Ксендз Сурин тоже сел, почти в отчаянии, и, обхватив руками голову, закрыл глаза. Сердце сильно стучало у него в груди, разболевшейся от долгой езды и от мыслей о том, что ждет его в Людыни. Все здесь казалось ему таким будничным, заурядным. Кроме, пожалуй, высокой каменной ограды монастырского сада да черных, мрачных стен самого монастыря, высившихся за оградой, еще более темных, чем ночь, высоких, как скала, и таких недоступных. «Горбатую полюбишь», — зазвучал у него в ушах голос цыганки. Он открыл глаза — никого рядом не было; Володкович пошел за стойку пробовать водку — из какого бочонка лучше; перед глазами ксендза был большой пустой дубовый стол, почернелый, изрезанный ножами, но чисто вымытый. Ксендз снова прикрыл глаза. Поездка взволновала его; словно колыхнули застоявшуюся в бочке воду, всплыли со дна и наполнили душу воспоминания, нет, даже не воспоминания, а как бы сны, где мешались события прошлого и никогда не бывшее, то, что существовало только в его грезах, — и все это сплеталось в единую фантастическую реальность, преследуя его назойливыми запахами и звуками, как вот это воспоминание о словах цыганки. Снова приходили ему на память родной дом, и удары отцовской плетки, и кроткая набожность матери, деревья перед домом, все их убогое, маленькое хозяйство — и то набухавшее в его сердце чувство, которое возникало каждую весну и оживало каждую осень, это томление неведомо о чем, может, о смерти или же о странных образах, сотканных его мечтой.

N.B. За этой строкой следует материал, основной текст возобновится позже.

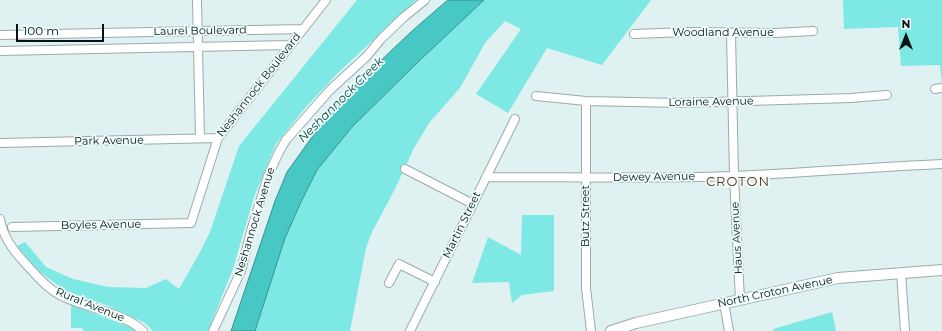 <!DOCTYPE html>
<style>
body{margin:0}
#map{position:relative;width:942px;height:331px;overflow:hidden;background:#dff2f1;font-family:Montserrat,sans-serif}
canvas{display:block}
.north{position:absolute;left:886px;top:16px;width:40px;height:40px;-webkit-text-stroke:3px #effefd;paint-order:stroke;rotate:0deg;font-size:11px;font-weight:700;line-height:16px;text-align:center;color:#0b1111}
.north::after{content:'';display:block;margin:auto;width:14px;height:18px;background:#0b1111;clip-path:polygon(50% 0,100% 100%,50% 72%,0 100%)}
.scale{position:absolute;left:16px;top:24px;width:88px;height:18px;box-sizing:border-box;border:2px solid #0b1111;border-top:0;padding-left:5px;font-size:12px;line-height:14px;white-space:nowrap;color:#0b1111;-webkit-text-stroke:3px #effefd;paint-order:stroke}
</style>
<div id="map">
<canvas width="942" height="331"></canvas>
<div class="north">N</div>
<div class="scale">100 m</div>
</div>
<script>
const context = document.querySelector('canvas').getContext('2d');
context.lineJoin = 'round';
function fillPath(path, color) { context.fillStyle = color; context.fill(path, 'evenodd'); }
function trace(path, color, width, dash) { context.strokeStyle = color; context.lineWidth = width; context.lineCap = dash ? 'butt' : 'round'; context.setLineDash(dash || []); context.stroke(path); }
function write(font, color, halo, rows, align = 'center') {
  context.font = font + ' Montserrat,sans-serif'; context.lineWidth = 3.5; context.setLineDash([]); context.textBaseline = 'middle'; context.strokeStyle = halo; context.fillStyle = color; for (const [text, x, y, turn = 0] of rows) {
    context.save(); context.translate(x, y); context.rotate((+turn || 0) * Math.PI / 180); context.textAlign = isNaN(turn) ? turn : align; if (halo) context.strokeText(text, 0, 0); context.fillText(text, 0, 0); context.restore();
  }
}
const green = new Path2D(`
 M357,0H416L338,73L306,107L276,144L254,197L233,269L208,331H153L145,323L106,305L65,291L39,271L17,246L25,242L46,267L73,279L108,287L146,288L166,279L179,289L200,252L210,232L239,146Z
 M484,0H651L602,65L547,48L508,113L476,94L521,29L505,21L485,43L460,88L429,123L414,148L394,191L372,232L366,248L350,331H255L285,238L301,202L317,170L352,127L418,62Z
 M843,0H942V83L940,65L901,66L898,27L844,29Z
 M522,215H554V291L522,295L512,303L509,282L472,283L488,237L521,255Z
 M71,305L128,326L136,331H84L82,328H71Z
 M832,312L836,331H774L773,329Z`);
const water = new Path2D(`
 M448,0H484L418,62L352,127L317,170L301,202L285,238L255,331H231L275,201L287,172L312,137L351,89L412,31Z`);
const minor = new Path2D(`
 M197,0L200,138
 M731,33L734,176L740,300
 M634,34L687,32L775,33L813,31
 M0,35L303,29
 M0,51L290,45
 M935,89L942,88
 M536,96L586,101L680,103L851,98L887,95
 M586,101V288L591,331
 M0,143L218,138
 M405,169L473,204
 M486,177C569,177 651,179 734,176C803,173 873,167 942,164
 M0,219C3,237 13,250 25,263C37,276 48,290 64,297C89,309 123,312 143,331
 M12,227L191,223L218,138L326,0
 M901,273L905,331
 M389,283L399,264L435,282
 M724,303L729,331
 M213,331L241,271L251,231L268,176L279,152L286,140L330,90L367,56L381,39L404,17L425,0
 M410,331L515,119`);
const major = new Path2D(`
 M611,331L636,323L838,278L942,270`);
const streetNames = [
 ["Laurel Boulevard",200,31,-1],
 ["Woodland Avenue",723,33],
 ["Neshannock Boulevard",259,85,-52],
 ["Loraine Avenue",711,102,-1],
 ["Park Avenue",109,141,-1],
 ["Dewey Avenue",654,177,-1],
 ["Butz Street",586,216,-90],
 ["Neshannock Avenue",255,222,-73],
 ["Boyles Avenue",101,225,-1],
 ["Martin Street",462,225,-64],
 ["Haus Avenue",737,238,-93],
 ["North Croton Avenue",775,292,-12],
 ["Rural Avenue",90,305,22]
];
const waterNames = [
 ["Neshannock Creek",341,100,-45]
];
const quarterNames = [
 ["CROTON",738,182]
];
fillPath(green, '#7ee8e4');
fillPath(water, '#48c8c4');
trace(water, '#36918e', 1);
trace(minor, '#99abaa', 10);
trace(major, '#99abaa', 12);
trace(minor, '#fff', 8);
trace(major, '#fff', 10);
write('11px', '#0b1111', '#effefd', streetNames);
write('italic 12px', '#094442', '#effefd', waterNames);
context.letterSpacing = '1px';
write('13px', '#6c2c0e', '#effefd', quarterNames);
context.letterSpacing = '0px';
</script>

«Быть может, это просто томление о Иисусе?» — сказал себе ксендз Сурин, не открывая глаз. Глубокое его благочестие иные из этих смутных грез потом сделало действительностью; они осуществились в мгновения высшего блаженства, после которых наступали полосы отчаяния и ужаса, когда пред взором его разверзалась бездна, бездна, готовая его затянуть, поглотить, похоронить навеки, — и хуже того, порой ему казалось, что эта бездна никогда не закроется и никогда не обнажит своего дна, что он постоянно будет в нее падать и что падение это — от которого спирало дыхание в груди — будет длиться вечность.
Ксендз Сурин содрогнулся в ужасе и открыл глаза. Напротив него за столом кто-то сидел. Высокий, плечистый, сильный детина с длинным носом.
— Слава Иисусу Христу, — хрипло сказал детина, чуть приподнявшись.
— Навеки, — машинально ответил ксендз Сурин.
— А святые сестры ждут не дождутся пана ксендза, — сказал здоровяк хриплым голосом.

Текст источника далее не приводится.